→ **Problem description**
Please reproduce the entries below exactly, starting at the first line and ending with the line that holds "margin:0; font-family:Karla,sans-serif; background:var(--page);".

*** Exercise input ***

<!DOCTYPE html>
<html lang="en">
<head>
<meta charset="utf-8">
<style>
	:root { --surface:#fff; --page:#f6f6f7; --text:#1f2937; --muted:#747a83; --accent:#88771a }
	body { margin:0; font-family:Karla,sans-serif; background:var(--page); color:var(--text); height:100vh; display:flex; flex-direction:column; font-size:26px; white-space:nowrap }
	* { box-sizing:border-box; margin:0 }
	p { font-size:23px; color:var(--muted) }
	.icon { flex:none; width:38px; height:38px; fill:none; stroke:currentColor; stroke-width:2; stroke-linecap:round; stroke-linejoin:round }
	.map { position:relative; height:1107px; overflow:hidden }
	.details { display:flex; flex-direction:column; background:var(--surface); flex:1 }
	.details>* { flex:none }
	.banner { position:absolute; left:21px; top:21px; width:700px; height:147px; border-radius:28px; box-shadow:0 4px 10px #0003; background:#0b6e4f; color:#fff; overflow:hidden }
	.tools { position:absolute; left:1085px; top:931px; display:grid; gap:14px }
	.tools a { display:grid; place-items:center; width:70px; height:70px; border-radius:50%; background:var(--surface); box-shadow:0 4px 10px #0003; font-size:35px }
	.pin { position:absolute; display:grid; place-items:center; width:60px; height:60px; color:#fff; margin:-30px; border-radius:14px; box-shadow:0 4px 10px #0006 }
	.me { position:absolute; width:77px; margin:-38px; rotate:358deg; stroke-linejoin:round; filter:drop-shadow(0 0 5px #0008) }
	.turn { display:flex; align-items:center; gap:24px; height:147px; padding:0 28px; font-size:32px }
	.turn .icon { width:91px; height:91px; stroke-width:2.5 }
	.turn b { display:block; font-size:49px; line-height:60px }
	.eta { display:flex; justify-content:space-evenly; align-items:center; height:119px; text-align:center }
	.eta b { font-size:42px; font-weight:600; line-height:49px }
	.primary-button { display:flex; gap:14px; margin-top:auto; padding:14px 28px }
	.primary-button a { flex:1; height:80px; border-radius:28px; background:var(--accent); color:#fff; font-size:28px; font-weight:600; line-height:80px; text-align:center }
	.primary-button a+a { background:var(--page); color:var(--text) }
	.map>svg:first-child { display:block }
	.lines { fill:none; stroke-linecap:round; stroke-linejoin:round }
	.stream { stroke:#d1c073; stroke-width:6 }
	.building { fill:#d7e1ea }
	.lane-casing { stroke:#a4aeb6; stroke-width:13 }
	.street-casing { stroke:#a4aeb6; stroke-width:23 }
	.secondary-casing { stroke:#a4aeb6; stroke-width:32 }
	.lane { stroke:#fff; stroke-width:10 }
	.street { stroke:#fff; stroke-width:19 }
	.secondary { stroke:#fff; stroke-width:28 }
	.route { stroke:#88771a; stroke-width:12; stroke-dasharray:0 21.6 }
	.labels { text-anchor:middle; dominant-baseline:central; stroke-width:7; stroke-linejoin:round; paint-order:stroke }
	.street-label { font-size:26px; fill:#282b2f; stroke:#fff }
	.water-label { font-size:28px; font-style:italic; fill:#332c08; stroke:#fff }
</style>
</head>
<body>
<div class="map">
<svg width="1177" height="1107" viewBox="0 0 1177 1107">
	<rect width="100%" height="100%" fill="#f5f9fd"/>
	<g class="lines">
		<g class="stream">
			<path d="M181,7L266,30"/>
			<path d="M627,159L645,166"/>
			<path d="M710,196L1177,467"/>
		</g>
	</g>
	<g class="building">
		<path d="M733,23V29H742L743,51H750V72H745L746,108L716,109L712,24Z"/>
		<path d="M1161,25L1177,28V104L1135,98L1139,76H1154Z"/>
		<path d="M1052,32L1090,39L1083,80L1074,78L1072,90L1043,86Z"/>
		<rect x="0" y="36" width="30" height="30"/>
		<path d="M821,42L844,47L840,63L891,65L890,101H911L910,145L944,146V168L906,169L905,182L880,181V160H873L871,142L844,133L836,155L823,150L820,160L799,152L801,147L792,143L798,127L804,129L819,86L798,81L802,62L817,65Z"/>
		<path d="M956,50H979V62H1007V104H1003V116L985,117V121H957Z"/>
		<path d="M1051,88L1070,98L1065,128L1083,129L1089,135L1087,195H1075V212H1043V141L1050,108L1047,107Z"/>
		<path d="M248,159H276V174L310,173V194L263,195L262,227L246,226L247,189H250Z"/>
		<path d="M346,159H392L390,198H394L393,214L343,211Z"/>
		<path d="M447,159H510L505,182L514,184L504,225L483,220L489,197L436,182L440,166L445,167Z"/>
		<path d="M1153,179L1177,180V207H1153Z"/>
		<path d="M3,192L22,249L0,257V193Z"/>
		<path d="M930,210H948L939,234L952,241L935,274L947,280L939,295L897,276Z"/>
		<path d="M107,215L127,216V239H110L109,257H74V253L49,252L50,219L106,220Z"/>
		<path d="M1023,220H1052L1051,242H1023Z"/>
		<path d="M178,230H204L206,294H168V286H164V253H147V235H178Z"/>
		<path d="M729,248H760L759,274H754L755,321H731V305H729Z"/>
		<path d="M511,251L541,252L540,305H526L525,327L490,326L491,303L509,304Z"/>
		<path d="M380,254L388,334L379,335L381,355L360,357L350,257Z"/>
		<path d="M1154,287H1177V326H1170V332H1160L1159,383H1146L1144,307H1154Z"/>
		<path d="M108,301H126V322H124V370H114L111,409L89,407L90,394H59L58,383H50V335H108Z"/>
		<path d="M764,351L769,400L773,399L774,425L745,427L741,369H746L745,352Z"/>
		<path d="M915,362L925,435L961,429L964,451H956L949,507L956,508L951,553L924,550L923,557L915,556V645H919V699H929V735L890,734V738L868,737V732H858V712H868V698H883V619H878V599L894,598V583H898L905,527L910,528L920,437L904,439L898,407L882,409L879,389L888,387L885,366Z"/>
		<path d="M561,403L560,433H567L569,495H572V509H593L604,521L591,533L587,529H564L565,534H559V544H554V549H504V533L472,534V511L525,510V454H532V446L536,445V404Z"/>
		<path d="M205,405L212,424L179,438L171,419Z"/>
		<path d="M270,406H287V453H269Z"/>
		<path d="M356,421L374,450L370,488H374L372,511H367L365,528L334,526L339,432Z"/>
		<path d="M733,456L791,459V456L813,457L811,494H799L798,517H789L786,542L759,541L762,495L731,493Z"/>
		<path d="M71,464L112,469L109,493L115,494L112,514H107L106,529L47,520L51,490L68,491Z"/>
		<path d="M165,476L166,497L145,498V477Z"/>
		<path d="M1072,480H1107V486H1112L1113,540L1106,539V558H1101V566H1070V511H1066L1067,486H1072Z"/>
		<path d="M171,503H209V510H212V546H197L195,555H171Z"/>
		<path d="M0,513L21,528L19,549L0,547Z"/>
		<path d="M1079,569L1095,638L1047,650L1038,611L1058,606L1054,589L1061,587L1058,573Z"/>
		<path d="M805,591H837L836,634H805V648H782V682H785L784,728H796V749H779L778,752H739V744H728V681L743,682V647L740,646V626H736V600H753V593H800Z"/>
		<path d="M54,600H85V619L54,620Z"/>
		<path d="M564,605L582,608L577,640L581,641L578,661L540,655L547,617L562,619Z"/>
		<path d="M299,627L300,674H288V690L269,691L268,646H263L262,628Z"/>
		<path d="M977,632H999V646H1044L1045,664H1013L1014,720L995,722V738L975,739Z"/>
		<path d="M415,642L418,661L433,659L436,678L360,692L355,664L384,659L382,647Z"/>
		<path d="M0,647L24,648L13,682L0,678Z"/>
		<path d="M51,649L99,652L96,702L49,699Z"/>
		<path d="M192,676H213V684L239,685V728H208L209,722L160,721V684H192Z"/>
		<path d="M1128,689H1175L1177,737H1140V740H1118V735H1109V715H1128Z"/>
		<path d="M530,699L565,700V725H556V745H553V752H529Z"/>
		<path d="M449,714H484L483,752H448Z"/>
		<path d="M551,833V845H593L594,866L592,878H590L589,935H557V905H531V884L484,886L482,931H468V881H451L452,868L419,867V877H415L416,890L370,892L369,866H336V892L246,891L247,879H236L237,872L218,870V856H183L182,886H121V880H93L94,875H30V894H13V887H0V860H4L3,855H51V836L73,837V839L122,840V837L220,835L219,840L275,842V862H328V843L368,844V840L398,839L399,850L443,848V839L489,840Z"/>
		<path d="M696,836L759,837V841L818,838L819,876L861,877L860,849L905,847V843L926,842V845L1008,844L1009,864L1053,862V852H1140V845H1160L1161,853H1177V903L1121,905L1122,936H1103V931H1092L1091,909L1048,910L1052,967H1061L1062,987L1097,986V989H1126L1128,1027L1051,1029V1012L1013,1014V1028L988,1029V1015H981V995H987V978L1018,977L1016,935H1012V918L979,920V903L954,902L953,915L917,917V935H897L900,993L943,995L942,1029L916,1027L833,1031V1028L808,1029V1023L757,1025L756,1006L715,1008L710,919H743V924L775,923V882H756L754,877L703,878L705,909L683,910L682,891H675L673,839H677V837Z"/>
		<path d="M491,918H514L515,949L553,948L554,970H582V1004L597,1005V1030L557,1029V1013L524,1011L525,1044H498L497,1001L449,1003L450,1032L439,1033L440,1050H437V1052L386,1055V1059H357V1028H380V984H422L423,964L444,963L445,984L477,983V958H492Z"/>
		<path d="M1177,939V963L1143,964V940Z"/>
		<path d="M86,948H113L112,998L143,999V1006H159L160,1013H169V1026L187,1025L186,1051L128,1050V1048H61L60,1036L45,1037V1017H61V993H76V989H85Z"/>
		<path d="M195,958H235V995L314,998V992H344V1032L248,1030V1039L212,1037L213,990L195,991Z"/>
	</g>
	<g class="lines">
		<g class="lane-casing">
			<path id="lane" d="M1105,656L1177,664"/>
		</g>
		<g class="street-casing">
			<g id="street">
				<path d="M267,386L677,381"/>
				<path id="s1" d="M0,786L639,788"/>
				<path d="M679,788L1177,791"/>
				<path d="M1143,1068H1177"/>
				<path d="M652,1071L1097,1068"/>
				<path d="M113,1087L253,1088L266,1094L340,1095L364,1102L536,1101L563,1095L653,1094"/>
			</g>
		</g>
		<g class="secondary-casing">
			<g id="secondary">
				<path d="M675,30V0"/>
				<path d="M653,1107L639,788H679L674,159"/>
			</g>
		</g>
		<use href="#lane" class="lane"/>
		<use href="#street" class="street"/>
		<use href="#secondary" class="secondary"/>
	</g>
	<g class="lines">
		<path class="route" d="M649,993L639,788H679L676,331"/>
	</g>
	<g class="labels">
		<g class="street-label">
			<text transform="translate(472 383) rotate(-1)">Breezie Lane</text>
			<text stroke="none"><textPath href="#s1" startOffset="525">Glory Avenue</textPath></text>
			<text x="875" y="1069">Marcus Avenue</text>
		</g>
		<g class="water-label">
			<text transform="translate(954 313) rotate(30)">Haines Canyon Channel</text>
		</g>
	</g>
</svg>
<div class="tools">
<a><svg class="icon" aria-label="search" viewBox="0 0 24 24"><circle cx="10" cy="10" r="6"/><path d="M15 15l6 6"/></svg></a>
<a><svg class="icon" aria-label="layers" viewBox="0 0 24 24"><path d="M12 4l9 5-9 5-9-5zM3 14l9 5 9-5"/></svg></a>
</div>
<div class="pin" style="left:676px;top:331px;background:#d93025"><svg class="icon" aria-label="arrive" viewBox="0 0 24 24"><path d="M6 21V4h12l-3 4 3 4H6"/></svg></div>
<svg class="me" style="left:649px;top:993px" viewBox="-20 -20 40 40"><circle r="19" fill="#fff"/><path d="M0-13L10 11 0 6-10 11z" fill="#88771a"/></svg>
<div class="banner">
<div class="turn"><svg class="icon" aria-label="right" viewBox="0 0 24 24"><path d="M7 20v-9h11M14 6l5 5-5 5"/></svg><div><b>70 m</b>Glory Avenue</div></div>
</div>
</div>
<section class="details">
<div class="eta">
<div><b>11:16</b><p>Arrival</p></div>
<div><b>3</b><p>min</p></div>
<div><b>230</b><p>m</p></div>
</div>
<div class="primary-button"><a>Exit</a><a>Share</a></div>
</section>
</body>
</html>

*** End of Exercise input ***

→ **Your response**
<!DOCTYPE html>
<html lang="en">
<head>
<meta charset="utf-8">
<style>
	:root { --surface:#fff; --page:#f6f6f7; --text:#1f2937; --muted:#747a83; --accent:#88771a }
	body { margin:0; font-family:Karla,sans-serif; background:var(--page); color:var(--text); height:100vh; display:flex; flex-direction:column; font-size:26px; white-space:nowrap }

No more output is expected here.